*** Opening Data shown ***

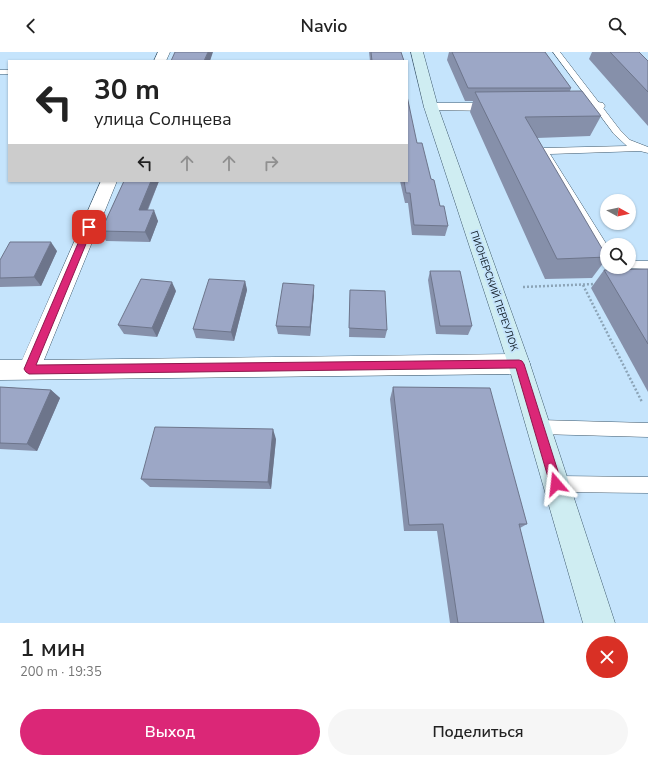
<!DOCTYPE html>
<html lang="ru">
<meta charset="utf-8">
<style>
:root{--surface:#fff;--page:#f6f6f6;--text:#222;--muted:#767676;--accent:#db2777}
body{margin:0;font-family:"Nunito Sans",sans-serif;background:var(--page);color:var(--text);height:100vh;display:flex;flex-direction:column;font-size:15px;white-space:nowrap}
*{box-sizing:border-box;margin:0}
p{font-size:13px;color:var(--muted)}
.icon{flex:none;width:22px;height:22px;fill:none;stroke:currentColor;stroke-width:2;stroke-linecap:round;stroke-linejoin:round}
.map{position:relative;height:571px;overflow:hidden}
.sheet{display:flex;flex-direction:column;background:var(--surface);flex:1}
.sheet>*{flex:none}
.banner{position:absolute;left:8px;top:8px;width:400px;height:122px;border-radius:0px;box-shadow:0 1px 3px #0004;background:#fff;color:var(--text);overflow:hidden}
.needle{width:26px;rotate:98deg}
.controls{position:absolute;left:600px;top:142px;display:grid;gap:8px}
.controls a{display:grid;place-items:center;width:36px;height:36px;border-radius:50%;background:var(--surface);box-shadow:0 1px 3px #0004;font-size:20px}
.pin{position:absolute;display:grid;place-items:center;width:34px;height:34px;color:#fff;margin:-17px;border-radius:8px;box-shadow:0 2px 6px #0006}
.me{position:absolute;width:44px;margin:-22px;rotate:343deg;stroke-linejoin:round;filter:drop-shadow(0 0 3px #0008)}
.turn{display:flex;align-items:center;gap:14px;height:84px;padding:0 20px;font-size:18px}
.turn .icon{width:52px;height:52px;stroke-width:2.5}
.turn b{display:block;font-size:28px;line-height:34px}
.lanes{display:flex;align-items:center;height:38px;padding:0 20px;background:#0003;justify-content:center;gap:20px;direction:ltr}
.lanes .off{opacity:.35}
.round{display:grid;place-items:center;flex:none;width:42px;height:42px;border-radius:21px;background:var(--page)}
.summary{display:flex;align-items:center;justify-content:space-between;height:68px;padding:0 20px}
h1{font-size:24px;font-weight:600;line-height:30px}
.cta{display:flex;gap:8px;margin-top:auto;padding:8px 20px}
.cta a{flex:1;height:46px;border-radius:24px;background:var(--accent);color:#fff;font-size:16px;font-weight:600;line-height:46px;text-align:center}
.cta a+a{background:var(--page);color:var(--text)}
header{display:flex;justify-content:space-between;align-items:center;height:52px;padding:0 20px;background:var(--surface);font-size:18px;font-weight:600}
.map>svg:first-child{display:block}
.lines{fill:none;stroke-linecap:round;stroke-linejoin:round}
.lane-casing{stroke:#3f5a6e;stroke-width:1}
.street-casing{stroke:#3f5a6e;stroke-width:1}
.secondary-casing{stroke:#3f5a6e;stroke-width:1}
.path{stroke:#8ca4b7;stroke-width:2.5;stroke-dasharray:2 2;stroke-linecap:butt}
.lane{fill:#fff;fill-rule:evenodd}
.street{fill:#fff;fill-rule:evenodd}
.secondary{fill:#cfedf2;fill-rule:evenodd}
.wall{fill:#8690aa}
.shaded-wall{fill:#6d758b}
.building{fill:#9ca7c6;stroke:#6d758b}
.route{fill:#db2777;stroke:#8e194d}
.labels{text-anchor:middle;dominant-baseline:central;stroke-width:3.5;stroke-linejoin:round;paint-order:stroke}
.street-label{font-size:10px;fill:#0c171f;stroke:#c5e4fc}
</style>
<header><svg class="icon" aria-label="back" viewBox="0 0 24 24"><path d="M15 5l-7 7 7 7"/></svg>Navio<svg class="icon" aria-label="search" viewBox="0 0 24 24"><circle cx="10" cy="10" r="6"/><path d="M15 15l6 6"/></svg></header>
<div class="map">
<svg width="648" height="571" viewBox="0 0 648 571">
<rect width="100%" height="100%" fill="#c5e4fc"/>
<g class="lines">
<g class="lane-casing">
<g id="lane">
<path d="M553,0h7l60,78 10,10 18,7v6l-8,-2 -90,3 57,91v13l-4,-1 -64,-106 5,-3 83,-2 -13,-12z"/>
<rect x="0" y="18" width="9" height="4"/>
<path d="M629,209h19v8l-23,-1 4,-1z"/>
<path d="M539,368l109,3v14l-109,-3 -5,-2 -2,-5 2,-5z"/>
<path d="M556,424l92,1v16l-92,-1 -6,-2 -2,-6 2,-6z"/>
</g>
</g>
<g class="street-casing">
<g id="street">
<path d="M158,0h12l-4,9h-12z"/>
<path d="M563,50h35l5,1 2,3 -2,3 -5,1 -40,-1 -2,-3 2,-3z"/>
<path d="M431,51h69l5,1 2,3 -2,3 -5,1 -74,-1 -2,-3 2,-3z"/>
<path d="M101,129h16l-73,179 475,-6 8,3 3,7 -3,7 -8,3 -519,6v-20h22z"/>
</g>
</g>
<g class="secondary-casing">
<path id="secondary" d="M411,0h12l15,55 92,257 85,259h-32l-75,-259 -84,-257z"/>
</g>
<g class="path">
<path d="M583,233l59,117"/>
<path d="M523,235l72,-3"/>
</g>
<use href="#lane" class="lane"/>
<use href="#street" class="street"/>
<use href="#secondary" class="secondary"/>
</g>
<g class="wall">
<path d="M369,0h32l3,9h-34z"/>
<path d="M449,0h96l26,36 -1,3 31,25 -11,20 -53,2 70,120 -15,20 -47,1 -75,-167 3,-11h-8l-18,-41z"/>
<path d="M592,0h47l9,9v65l-59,-67z"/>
<path d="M417,91l14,36 9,27 8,20 -3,10 -33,-1 -4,-32h-3l-5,-22h7z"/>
<path d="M124,129h35l-11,29 10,11 -8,21 -44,-1 -5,-10z"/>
<path d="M57,199l-16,35 -41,1v-27z"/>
<path d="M648,217v123l-57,-104 13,-18z"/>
<path d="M430,219l42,55 -4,9 -32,-1 -8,-54z"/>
<path d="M245,229l2,9 -13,51 -38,-3 -3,-9z"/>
<path d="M350,238l37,40 -2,8 -36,-1z"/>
<path d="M176,239l-19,46 -33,-3 -6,-9z"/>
<path d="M314,242l-4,42 -32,-2 -2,-8z"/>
<path d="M0,335l51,3 9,8 -23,53 -37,-2z"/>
<path d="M393,335l134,137 -7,4 24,95h-94l-13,-92h-33l-14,-132z"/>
<path d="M276,387l-5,50 -121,-2 -9,-8z"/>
</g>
<g class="shaded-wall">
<path d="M208,0h5l-3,9h-6z"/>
<path d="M151,129h8l-16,39 -4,-10z"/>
<path d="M154,158l4,11 -8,21 -5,-10z"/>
<path d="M51,190l6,9 -16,35 -7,-9z"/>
<path d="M245,229l2,9 -13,51 -3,-9z"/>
<path d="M172,230l4,9 -19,46 -5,-9z"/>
<path d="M314,233v9l-4,42v-9z"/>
<path d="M51,338l9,8 -23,53 -10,-7z"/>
<path d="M273,377l3,10 -5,50 -3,-7z"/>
</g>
<g class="building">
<path d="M175,0h33l-4,9h-33z"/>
<path d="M371,0h30l3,9h-32z"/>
<path d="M452,0h93l26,36h-103z"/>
<path d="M610,0h29l9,9v31z"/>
<path d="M582,39l19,25 -76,1 82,140 -50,2 -82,-167z"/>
<path d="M407,44l10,47h5l9,36 3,1 6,26h4l4,20 -34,-1 -4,-32h-4l-2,-12h3z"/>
<path d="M124,129h27l-12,29h15l-9,22 -44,-1z"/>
<path d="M10,190h41l-17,35 -34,1v-18z"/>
<path d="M648,217v75l-44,-74z"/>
<path d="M430,219h30l12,55h-32z"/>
<path d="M141,227l31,3 -20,46 -34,-3z"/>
<path d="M209,227l36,2 -14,51 -38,-3z"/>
<path d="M283,231l31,2 -4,42 -34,-1z"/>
<path d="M350,238l35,1 2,39 -38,-2z"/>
<path d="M0,335l51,3 -24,54 -27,-1z"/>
<path d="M393,335l97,1 37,136h-8l25,99h-86l-15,-99 -34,1z"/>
<path d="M155,375l118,2 -5,53 -127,-3z"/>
</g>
<path class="route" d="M89,172l4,3 -57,138 483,-5 3,1 2,3 38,120 -2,4 -4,1 -4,-1 -2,-4 -34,-116 -487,6 -3,-2 -2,-3 61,-142z"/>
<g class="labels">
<g class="street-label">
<text transform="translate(494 239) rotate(71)">ПИОНЕРСКИЙ ПЕРЕУЛОК</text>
</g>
</g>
</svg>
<div class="controls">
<a><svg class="needle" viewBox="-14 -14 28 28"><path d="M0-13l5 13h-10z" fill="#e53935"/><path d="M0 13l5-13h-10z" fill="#767676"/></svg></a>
<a><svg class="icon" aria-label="search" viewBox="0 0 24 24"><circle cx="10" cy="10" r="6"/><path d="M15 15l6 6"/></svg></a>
</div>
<div class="pin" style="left:89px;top:175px;background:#d93025"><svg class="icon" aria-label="arrive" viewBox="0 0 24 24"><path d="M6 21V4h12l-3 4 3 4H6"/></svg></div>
<svg class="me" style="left:556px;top:432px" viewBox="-20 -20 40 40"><path d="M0-17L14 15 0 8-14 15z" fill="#db2777" stroke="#fff" stroke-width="4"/></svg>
<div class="banner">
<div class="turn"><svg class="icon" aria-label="left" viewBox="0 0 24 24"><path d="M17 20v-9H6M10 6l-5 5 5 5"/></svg><div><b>30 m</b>улица Солнцева</div></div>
<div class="lanes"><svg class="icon" aria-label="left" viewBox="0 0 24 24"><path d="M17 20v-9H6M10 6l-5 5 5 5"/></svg><svg class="icon off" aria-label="ahead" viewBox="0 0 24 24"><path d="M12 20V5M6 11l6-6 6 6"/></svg><svg class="icon off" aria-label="ahead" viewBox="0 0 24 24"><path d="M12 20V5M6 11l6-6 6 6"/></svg><svg class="icon off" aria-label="right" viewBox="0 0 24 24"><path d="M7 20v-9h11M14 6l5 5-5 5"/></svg></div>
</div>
</div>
<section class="sheet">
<div class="summary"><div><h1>1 мин</h1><p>200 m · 19:35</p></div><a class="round" style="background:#d93025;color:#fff"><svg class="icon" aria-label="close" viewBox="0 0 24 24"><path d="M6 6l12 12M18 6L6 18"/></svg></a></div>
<div class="cta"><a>Выход</a><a>Поделиться</a></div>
</section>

*** Closing Data shown ***

- _What you will do_
The answer must consist of every line from the entries that holds the string "overflow".

- _Response for this exercise_
.map{position:relative;height:571px;overflow:hidden}
.banner{position:absolute;left:8px;top:8px;width:400px;height:122px;border-radius:0px;box-shadow:0 1px 3px #0004;background:#fff;color:var(--text);overflow:hidden}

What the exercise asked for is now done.